Он какое-то время молчал, словно пытался справиться с гневом. По чувстведению я тоже лучший.
– Нет, – грустно и презрительно процедил он наконец.
– Я стараюсь изо всех сил, – не зная, что сказать еще, уверил я.
– Я вижу. Ты… ты… молодец, – отец остановился, внимательно всмотрелся в мое лицо, провел по щеке ладонью, отвел руку, сжал ее в кулак, разжал и быстро ушел.
Это была ревность. Но я не понимал, к кому и почему мог ревновать отец. А мне стоило было подумать – кого. Но я был очень молод. И вся палитра чувств людей не была меня понятна.
Почему-то после его визита Амброджи стал хандрить. Иногда. Он часто задумывался, он и так-то рассеянный, наш учитель, а теперь его периоды глубокой задумчивости посреди разговора стали сильно чаще.
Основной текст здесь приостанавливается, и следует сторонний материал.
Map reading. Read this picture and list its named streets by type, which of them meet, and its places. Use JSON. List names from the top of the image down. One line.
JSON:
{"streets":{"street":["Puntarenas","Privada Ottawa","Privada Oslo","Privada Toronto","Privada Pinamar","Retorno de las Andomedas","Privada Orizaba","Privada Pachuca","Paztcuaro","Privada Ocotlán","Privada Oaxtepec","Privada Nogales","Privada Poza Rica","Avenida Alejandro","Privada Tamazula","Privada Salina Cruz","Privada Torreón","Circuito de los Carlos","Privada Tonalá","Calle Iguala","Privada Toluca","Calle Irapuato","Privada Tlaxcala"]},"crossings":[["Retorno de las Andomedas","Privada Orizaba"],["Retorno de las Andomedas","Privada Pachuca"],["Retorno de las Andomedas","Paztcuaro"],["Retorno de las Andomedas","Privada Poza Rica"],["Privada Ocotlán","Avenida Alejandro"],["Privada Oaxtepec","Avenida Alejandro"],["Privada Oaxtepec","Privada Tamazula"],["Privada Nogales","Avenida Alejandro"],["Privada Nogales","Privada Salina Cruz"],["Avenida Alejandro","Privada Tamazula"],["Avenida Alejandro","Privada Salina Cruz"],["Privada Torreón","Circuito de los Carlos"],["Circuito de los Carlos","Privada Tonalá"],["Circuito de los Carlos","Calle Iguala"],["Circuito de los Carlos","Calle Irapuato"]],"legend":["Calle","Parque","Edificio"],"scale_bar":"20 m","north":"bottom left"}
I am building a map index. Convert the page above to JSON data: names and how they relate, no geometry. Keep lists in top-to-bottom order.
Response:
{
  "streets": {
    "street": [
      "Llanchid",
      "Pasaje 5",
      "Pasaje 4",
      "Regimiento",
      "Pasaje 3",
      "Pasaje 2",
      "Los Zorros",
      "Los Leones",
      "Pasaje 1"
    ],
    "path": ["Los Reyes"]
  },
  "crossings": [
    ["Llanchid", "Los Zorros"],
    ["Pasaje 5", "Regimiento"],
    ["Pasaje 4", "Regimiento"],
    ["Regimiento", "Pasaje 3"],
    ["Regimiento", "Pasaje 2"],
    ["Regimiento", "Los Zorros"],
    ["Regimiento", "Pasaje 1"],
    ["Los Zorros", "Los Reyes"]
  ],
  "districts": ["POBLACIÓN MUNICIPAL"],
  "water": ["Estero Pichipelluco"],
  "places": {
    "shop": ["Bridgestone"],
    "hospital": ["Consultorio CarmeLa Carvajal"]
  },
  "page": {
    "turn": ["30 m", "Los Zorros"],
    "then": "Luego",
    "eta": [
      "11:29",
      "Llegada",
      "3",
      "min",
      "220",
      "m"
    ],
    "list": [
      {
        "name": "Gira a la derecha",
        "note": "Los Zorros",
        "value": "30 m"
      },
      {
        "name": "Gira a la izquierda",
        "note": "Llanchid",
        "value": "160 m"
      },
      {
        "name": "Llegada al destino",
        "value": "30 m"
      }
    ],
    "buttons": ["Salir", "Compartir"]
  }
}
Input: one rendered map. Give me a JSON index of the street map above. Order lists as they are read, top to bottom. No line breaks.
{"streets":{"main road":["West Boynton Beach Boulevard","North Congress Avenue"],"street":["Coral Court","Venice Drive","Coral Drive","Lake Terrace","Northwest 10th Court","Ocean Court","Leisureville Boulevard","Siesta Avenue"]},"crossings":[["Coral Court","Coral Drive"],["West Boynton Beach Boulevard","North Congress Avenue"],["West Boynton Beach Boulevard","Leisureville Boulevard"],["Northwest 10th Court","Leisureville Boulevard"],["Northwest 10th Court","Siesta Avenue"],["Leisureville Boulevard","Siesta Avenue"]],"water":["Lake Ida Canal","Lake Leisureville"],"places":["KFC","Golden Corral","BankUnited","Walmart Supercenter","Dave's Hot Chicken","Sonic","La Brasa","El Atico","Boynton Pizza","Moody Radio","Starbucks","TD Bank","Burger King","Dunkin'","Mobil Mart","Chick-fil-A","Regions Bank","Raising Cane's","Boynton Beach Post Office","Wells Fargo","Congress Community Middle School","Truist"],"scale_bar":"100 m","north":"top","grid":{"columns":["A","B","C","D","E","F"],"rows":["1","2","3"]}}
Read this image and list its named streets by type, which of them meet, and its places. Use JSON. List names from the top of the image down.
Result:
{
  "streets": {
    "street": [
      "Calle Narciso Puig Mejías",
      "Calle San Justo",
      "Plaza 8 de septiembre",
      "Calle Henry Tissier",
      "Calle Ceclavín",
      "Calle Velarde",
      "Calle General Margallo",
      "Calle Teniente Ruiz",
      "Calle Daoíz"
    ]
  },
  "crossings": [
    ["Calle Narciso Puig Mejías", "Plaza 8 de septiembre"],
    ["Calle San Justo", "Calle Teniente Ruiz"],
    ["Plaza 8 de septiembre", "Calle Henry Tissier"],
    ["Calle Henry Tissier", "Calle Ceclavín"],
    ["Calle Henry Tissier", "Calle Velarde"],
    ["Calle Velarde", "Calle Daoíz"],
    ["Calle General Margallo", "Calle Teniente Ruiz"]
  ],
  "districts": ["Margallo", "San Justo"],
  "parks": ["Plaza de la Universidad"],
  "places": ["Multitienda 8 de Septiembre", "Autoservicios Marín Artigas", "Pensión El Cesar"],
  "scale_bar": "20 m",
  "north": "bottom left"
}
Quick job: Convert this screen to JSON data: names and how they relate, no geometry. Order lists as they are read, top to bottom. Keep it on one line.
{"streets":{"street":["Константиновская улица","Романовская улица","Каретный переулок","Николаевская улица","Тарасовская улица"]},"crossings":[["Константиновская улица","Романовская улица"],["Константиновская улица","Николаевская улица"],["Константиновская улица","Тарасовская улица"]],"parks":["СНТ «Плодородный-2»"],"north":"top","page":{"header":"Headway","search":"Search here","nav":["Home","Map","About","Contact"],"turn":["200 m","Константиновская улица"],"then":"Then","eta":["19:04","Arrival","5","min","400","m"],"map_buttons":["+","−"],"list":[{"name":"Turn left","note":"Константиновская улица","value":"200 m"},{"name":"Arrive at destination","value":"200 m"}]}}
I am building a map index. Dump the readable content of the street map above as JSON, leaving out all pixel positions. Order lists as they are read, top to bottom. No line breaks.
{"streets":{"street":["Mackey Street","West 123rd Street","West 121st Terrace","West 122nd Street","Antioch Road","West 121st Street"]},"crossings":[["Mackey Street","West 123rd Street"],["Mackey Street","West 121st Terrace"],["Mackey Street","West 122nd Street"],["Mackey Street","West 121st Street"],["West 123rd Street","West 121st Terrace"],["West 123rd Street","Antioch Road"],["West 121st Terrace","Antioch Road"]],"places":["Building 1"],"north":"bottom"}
Иной раз, он пытливо вглядывался в меня и словно хотел что-то сказать, но не мог.
Как-то мы сидели на крыше, и Амброджи снова посмотрел на меня, как будто не решался сообщить мне какие-то плохие новости. Тогда я взял это на себя.
– Амброджи, – окликнул я его, и он прикрыл глаза, словно ему стало больно. Но я продолжил, – ты что-то хочешь мне сказать, я вижу, но не решаешься. Что-то случилось?
Господин Клекс вздохнул и покачал головой.
– Амброзиус, ты стал моим любимым учеником. Ты знаешь, как я люблю и ценю тебя. Ты стал мне той радостью, о которой мечтает каждый учитель, да и каждый человек.
– Но? – кивнул я.
Он снова кивнул, протянул ко мне руку и отдернул ее.
– Когда-то давно, я был намного, намного моложе, хоть и старше тебя, у меня был ученик. Очень умный, тоже красивый, чем-то он был похож на тебя, только… не такой высокомерный.
Я сдержался и только кивнул. Да, меня считают высокомерным. Я не очень общительный, не очень веселый. Но очень красивый. Я знаю это, потому что я часто это слышу. Сам я, конечно, привык к своей внешности. Не знаю даже как вам ее описать, у меня холодная красота, тонкие и четкие черты лица, матовая кожа, темно-синие глаза, светлые волосы до плеч и черные брови и ресницы. Я стройный и кажусь высоким, потому что очень статный.
– И что с ним случилось?
– Он возгордился, перешел на сторону зла, украл у меня сакральный свиток в комнате Тайн, и вызвал сюда опасное зло. Я разозлился, тогда нам удалось справиться с темными силами, и я сказал, что таким, как он, нельзя быть волшебниками. Он сказал, что я пожалею. Что он отнимет у меня самое дорогое. И ушел из Академии. Все эти годы у меня не было ничего дорогого, не просто самого, а вообще, мало-мальски дорогого. А теперь… я чувствую, что, чтобы защитить тебя, я должен тебя оттолкнуть. Но когда я это сделаю, я не смогу жить дальше. Амарас, так его звали, победил.
– Неужели он единственный за столько лет, кто угрожал тебе? – удивился я, – И поэтому ты веришь обиженным словам?
– Нет, конечно, не единственный, но со всеми остальными я так или иначе уладил дело, а его я найти не смог. Не думай, что я не искал, искал. И все это время ищу, но никаких следов Амараса нет ни в одном из волшебных миров.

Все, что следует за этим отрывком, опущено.